Book Read Free

Love Like Blood

Page 19

by Mark Billingham

Normally it was up to them, how they did things. Once in a while a job came with special instructions – ‘make sure she doesn’t suffer’, or now and again, ‘make sure she does’ – but most of the time they were free to improvise and that was always the bit Muldoon liked best.

  Mixing things up a bit.

  He reached behind him and undid the buckle that had fastened his belt to the batten at the base of the headboard. The girl hadn’t been mad keen about all that, either, had squeaked a bit when he’d tied it around her wrist. Fair enough, Muldoon had thought. Not everyone wanted to improvise.

  Witch hazel. That was what it was called, the stuff for bruises.

  The nurse had it in the cupboard at school and his grandmother was always dabbing it on him. He could still remember the bloody awful stink…

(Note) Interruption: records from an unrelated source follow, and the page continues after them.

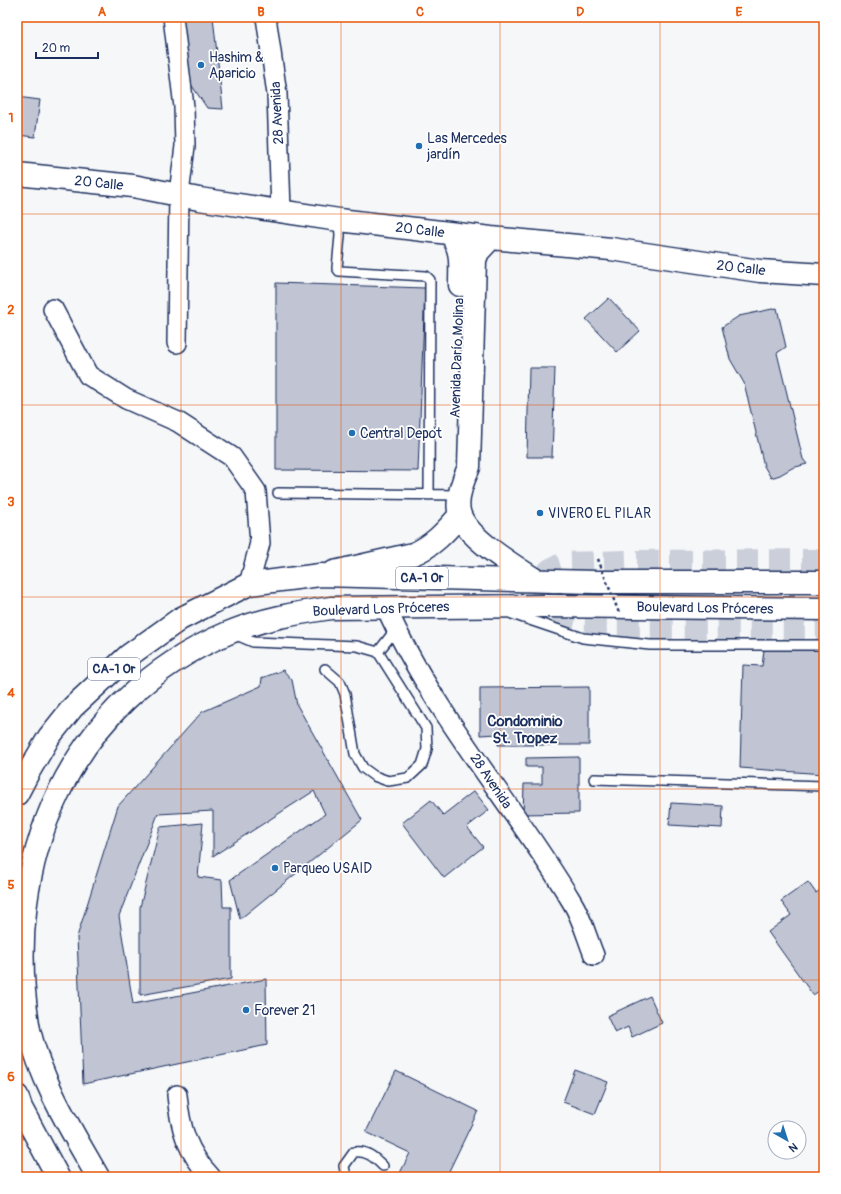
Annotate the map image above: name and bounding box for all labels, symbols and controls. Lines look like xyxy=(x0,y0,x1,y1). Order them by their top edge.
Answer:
text: A xyxy=(98,4,107,20)
text: B xyxy=(257,4,265,20)
text: C xyxy=(416,4,424,20)
text: D xyxy=(576,4,584,20)
text: E xyxy=(736,4,743,20)
scale bar xyxy=(36,34,98,60)
text: 20 m xyxy=(42,41,71,56)
place label: Hashim & Aparicio xyxy=(209,49,264,82)
marker: Hashim & Aparicio xyxy=(196,60,206,70)
street label: 28 Avenida xyxy=(267,81,287,145)
text: 1 xyxy=(8,110,14,126)
place label: Las Mercedes jardín xyxy=(426,130,508,163)
marker: Las Mercedes jardín xyxy=(414,141,424,151)
street label: 20 Calle xyxy=(74,172,124,194)
street label: 20 Calle xyxy=(395,219,446,241)
street label: 20 Calle xyxy=(716,257,767,279)
street label: Avenida Darío Molina xyxy=(446,297,468,419)
text: 2 xyxy=(7,302,15,318)
place label: Central Depot xyxy=(360,425,442,442)
marker: Central Depot xyxy=(347,428,357,438)
text: 3 xyxy=(7,494,15,510)
place label: VIVERO EL PILAR xyxy=(548,505,651,522)
marker: VIVERO EL PILAR xyxy=(535,508,545,518)
road number: CA-1 Or xyxy=(396,567,448,589)
street label: Boulevard Los Próceres xyxy=(312,598,450,620)
street label: Boulevard Los Próceres xyxy=(636,598,774,618)
road number: CA-1 Or xyxy=(88,658,140,680)
text: 4 xyxy=(7,685,15,701)
district label: Condominio St. Tropez xyxy=(487,712,563,748)
street label: 28 Avenida xyxy=(466,750,516,812)
place label: Parqueo USAID xyxy=(283,860,372,877)
marker: Parqueo USAID xyxy=(270,863,280,873)
text: 5 xyxy=(7,877,15,893)
place label: Forever 21 xyxy=(254,1002,315,1019)
marker: Forever 21 xyxy=(241,1005,251,1015)
text: 6 xyxy=(7,1069,15,1085)
north arrow xyxy=(767,1120,807,1160)
text: N xyxy=(786,1140,800,1155)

  As West Ham and Sunderland ground out a tedious draw, he lay back and thought about the old woman who’d died almost ten years before, who he’d spent so much time with growing up. Three husbands she’d had, and there’d been a fair few adventures before any of them. She’d happily tell him all about the stuff she used to get up to, the men she’d been with; cackling and chain-smoking Players and giving him little nips of Bushmills.

  They were great stories, no more than that.

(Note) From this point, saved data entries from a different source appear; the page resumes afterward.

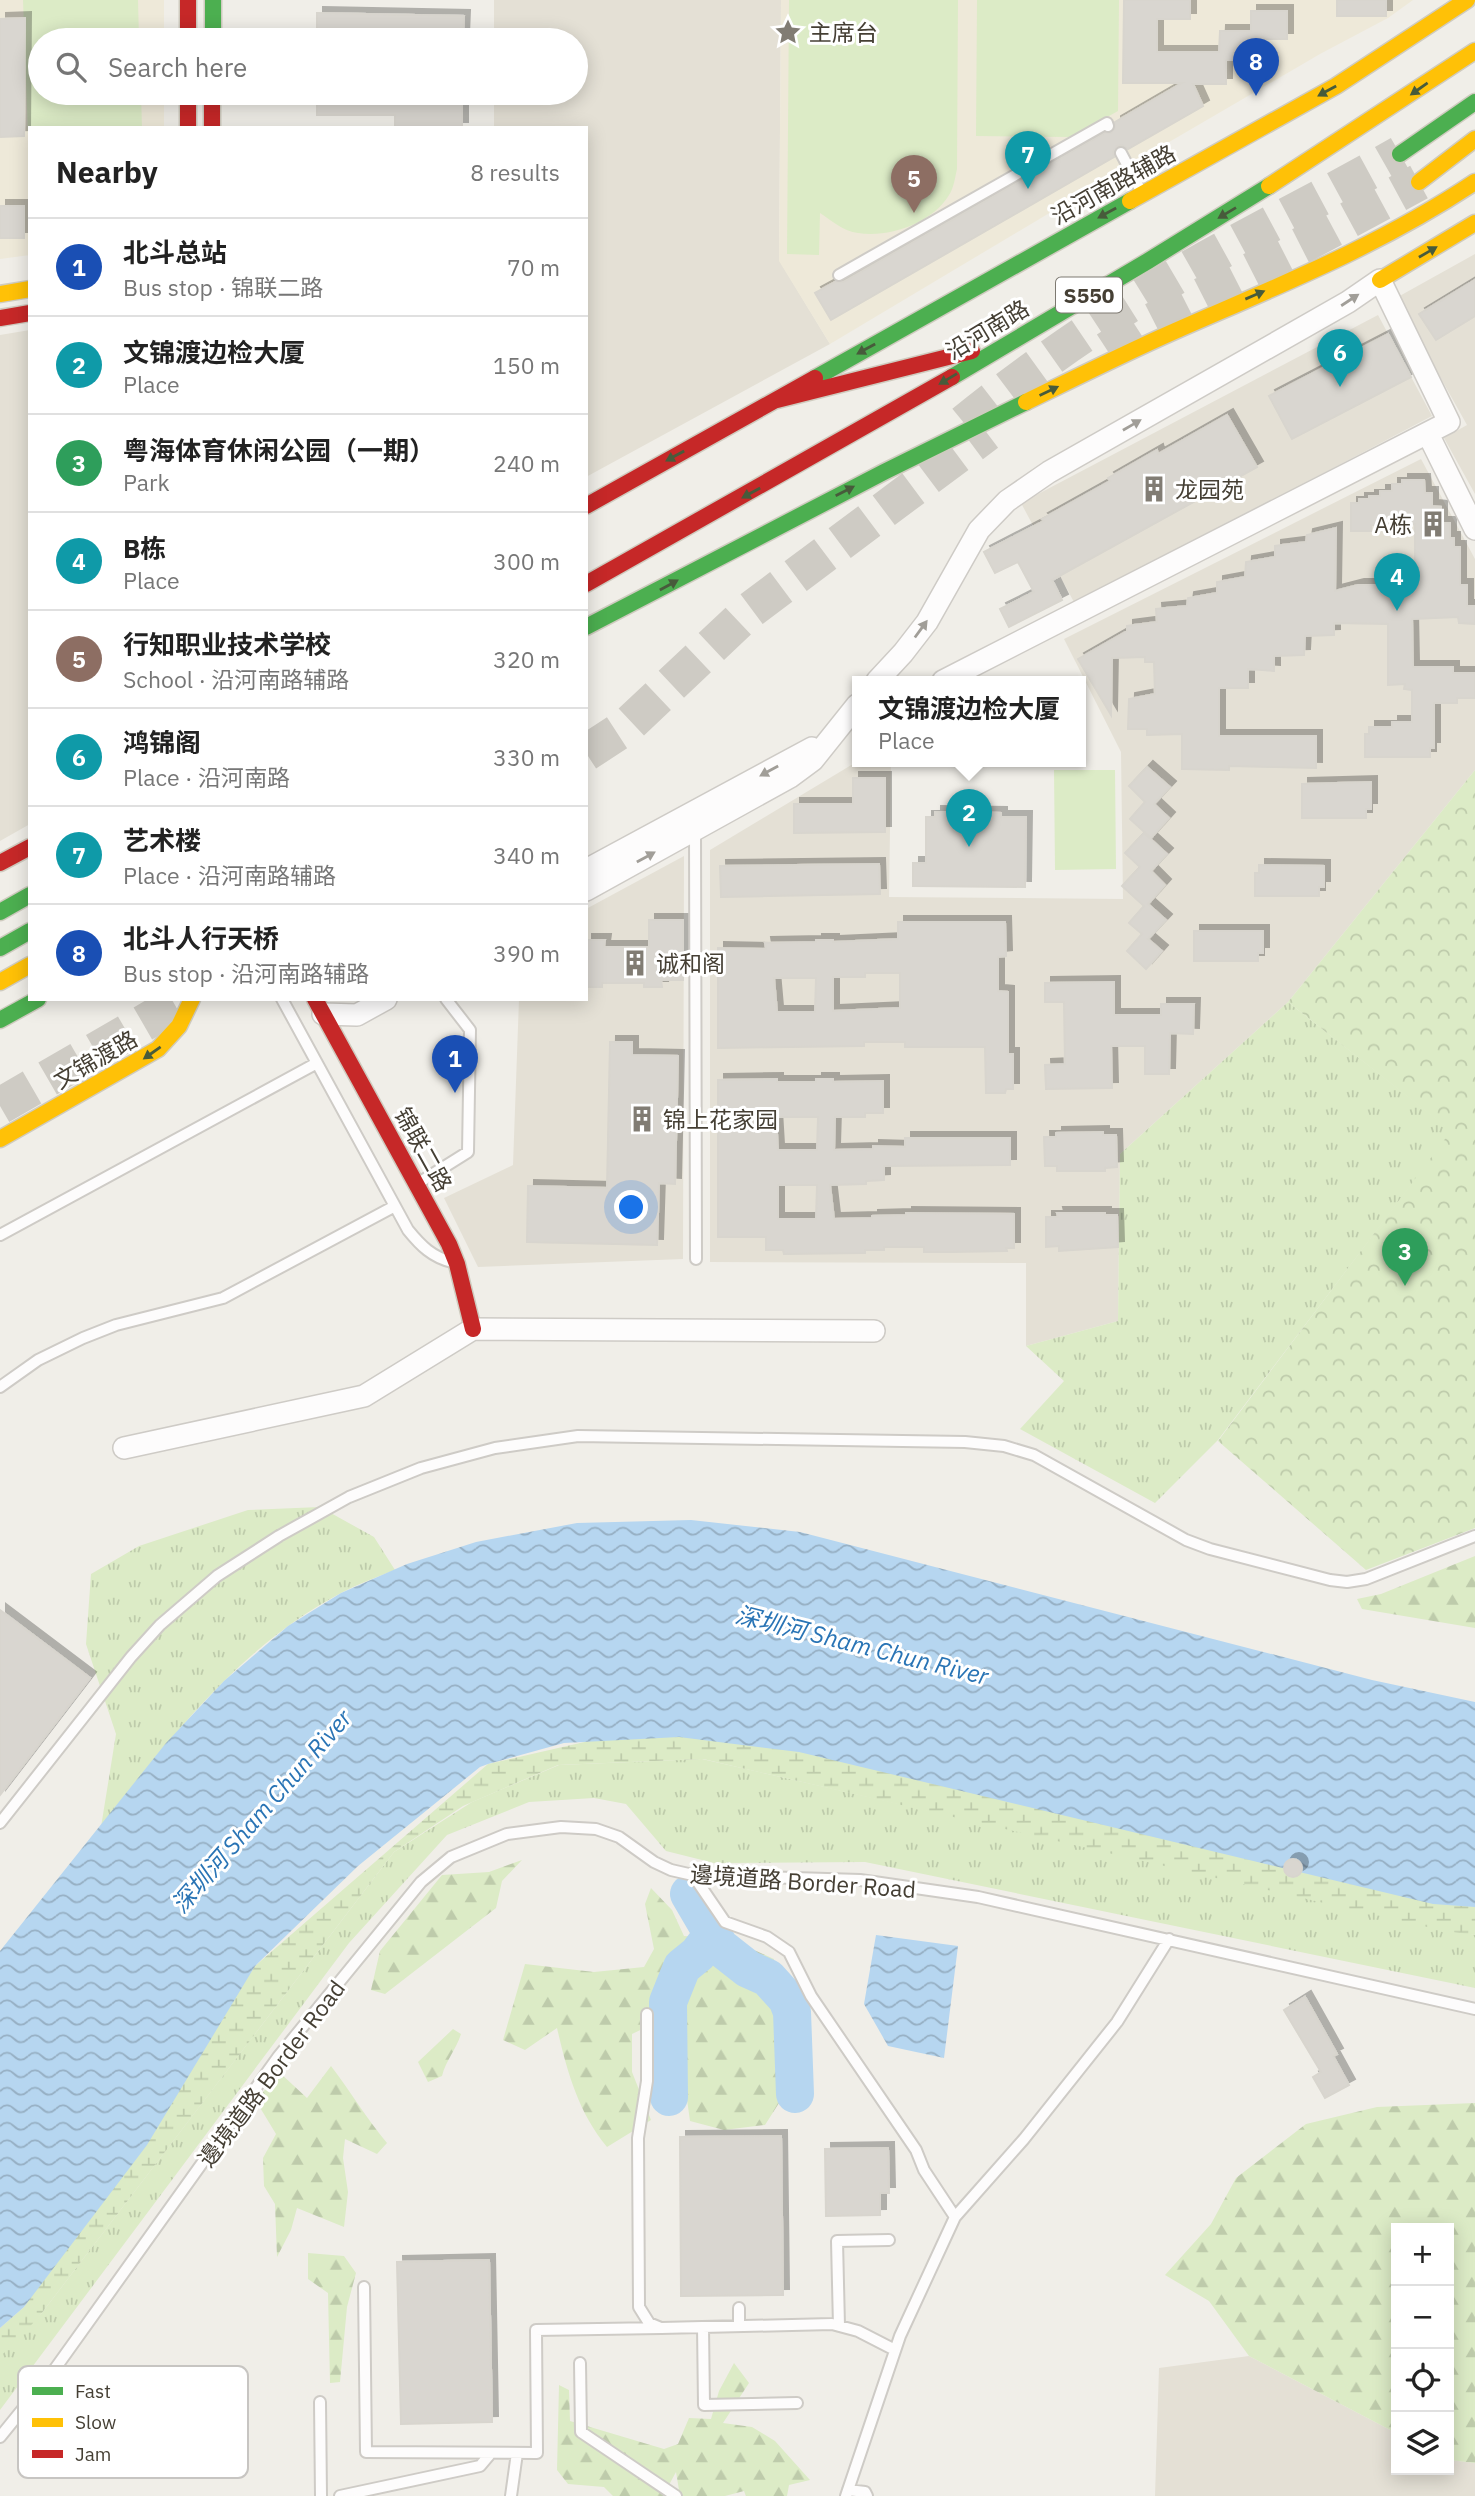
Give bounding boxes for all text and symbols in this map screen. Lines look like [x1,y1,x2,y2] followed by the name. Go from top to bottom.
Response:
[773,17,803,47] place icon: 主席台
[809,17,878,47] place label: 主席台
[28,28,588,105] search box
[1233,38,1279,96] pin: 8
[52,48,90,86] icon: search
[108,50,247,84] text: Search here
[1409,83,1429,96] one-way arrow
[1318,85,1337,97] one-way arrow
[1005,131,1051,189] pin: 7
[1045,137,1181,231] street label: 沿河南路辅路
[56,152,158,191] text: Nearby
[891,155,937,213] pin: 5
[470,157,560,187] text: 8 results
[1218,206,1237,219] one-way arrow
[1097,207,1117,219] one-way arrow
[123,235,227,269] text: 北斗总站
[1418,246,1438,258] one-way arrow
[72,252,86,282] text: 1
[507,252,560,282] text: 70 m
[123,272,323,302] text: Bus stop · 锦联二路
[1056,278,1122,312] road number: S550
[1245,289,1266,300] one-way arrow
[940,292,1034,366] street label: 沿河南路
[1341,294,1360,307] one-way arrow
[1317,329,1363,387] pin: 6
[123,335,305,369] text: 文锦渡边检大厦
[857,343,876,355] one-way arrow
[72,350,86,380] text: 2
[493,350,560,380] text: 150 m
[123,369,180,399] text: Place
[938,372,957,385] one-way arrow
[1039,385,1059,396] one-way arrow
[1122,419,1141,431] one-way arrow
[123,433,435,467] text: 粤海体育休闲公园（一期）
[72,448,86,478] text: 3
[493,448,560,478] text: 240 m
[665,450,685,462] one-way arrow
[123,467,170,497] text: Park
[1139,474,1169,504] building icon: 龙园苑
[1175,474,1244,504] place label: 龙园苑
[740,486,760,498] one-way arrow
[835,486,855,497] one-way arrow
[1374,509,1412,539] place label: A栋
[1418,509,1448,539] building icon: A栋
[123,531,166,565] text: B栋
[72,546,86,576] text: 4
[493,546,560,576] text: 300 m
[1374,553,1420,611] pin: 4
[123,565,180,595] text: Place
[659,579,678,591] one-way arrow
[914,620,928,638] one-way arrow
[123,627,331,661] text: 行知职业技术学校
[72,644,86,674] text: 5
[493,644,560,674] text: 320 m
[123,664,349,694] text: School · 沿河南路辅路
[852,676,1086,767] popup
[878,691,1060,725] text: 文锦渡边检大厦
[123,725,201,759] text: 鸿锦阁
[878,725,935,755] text: Place
[72,742,86,772] text: 6
[493,742,560,772] text: 330 m
[123,762,290,792] text: Place · 沿河南路
[759,765,779,777] one-way arrow
[946,789,992,847] pin: 2
[123,823,201,857] text: 艺术楼
[72,840,86,870] text: 7
[493,840,560,870] text: 340 m
[636,851,656,863] one-way arrow
[123,860,336,890] text: Place · 沿河南路辅路
[123,921,279,955] text: 北斗人行天桥
[72,938,86,968] text: 8
[493,938,560,968] text: 390 m
[620,948,650,978] building icon: 诚和阁
[656,948,725,978] place label: 诚和阁
[123,958,369,988] text: Bus stop · 沿河南路辅路
[48,1023,142,1095] street label: 文锦渡路
[432,1035,478,1093] pin: 1
[142,1046,162,1059] one-way arrow
[389,1101,459,1197] street label: 锦联二路
[627,1104,657,1134] building icon: 锦上花家园
[663,1104,778,1134] place label: 锦上花家园
[614,1190,648,1224] your location
[1382,1228,1428,1286] pin: 3
[732,1598,993,1692] water label: 深圳河 Sham Chun River
[164,1702,359,1919] water label: 深圳河 Sham Chun River
[689,1858,917,1904] street label: 邊境道路 Border Road
[191,1974,351,2172] street label: 邊境道路 Border Road
[1391,2223,1454,2475] map controls
[1391,2223,1454,2286] button: +
[1391,2286,1454,2349] button: −
[1391,2349,1454,2412] button: locate
[18,2366,248,2478] legend
[75,2379,111,2403] text: Fast
[75,2410,116,2434] text: Slow
[1391,2412,1454,2475] button: layers
[75,2442,111,2466] text: Jam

  There might have been a few whispers around the town back then, some graffiti on a toilet wall, but that was the only price his grandmother ever paid for having fun and she didn’t much care one way or the other. Her good, God-fearing parents might not have liked it, but that was as far as it went.

  They hadn’t sent men to kill her, had they?

  There was no shortage of good reasons for killing someone, he knew that better than most. Money, obviously, which was why he was doing it. Sex, revenge, the usual stuff.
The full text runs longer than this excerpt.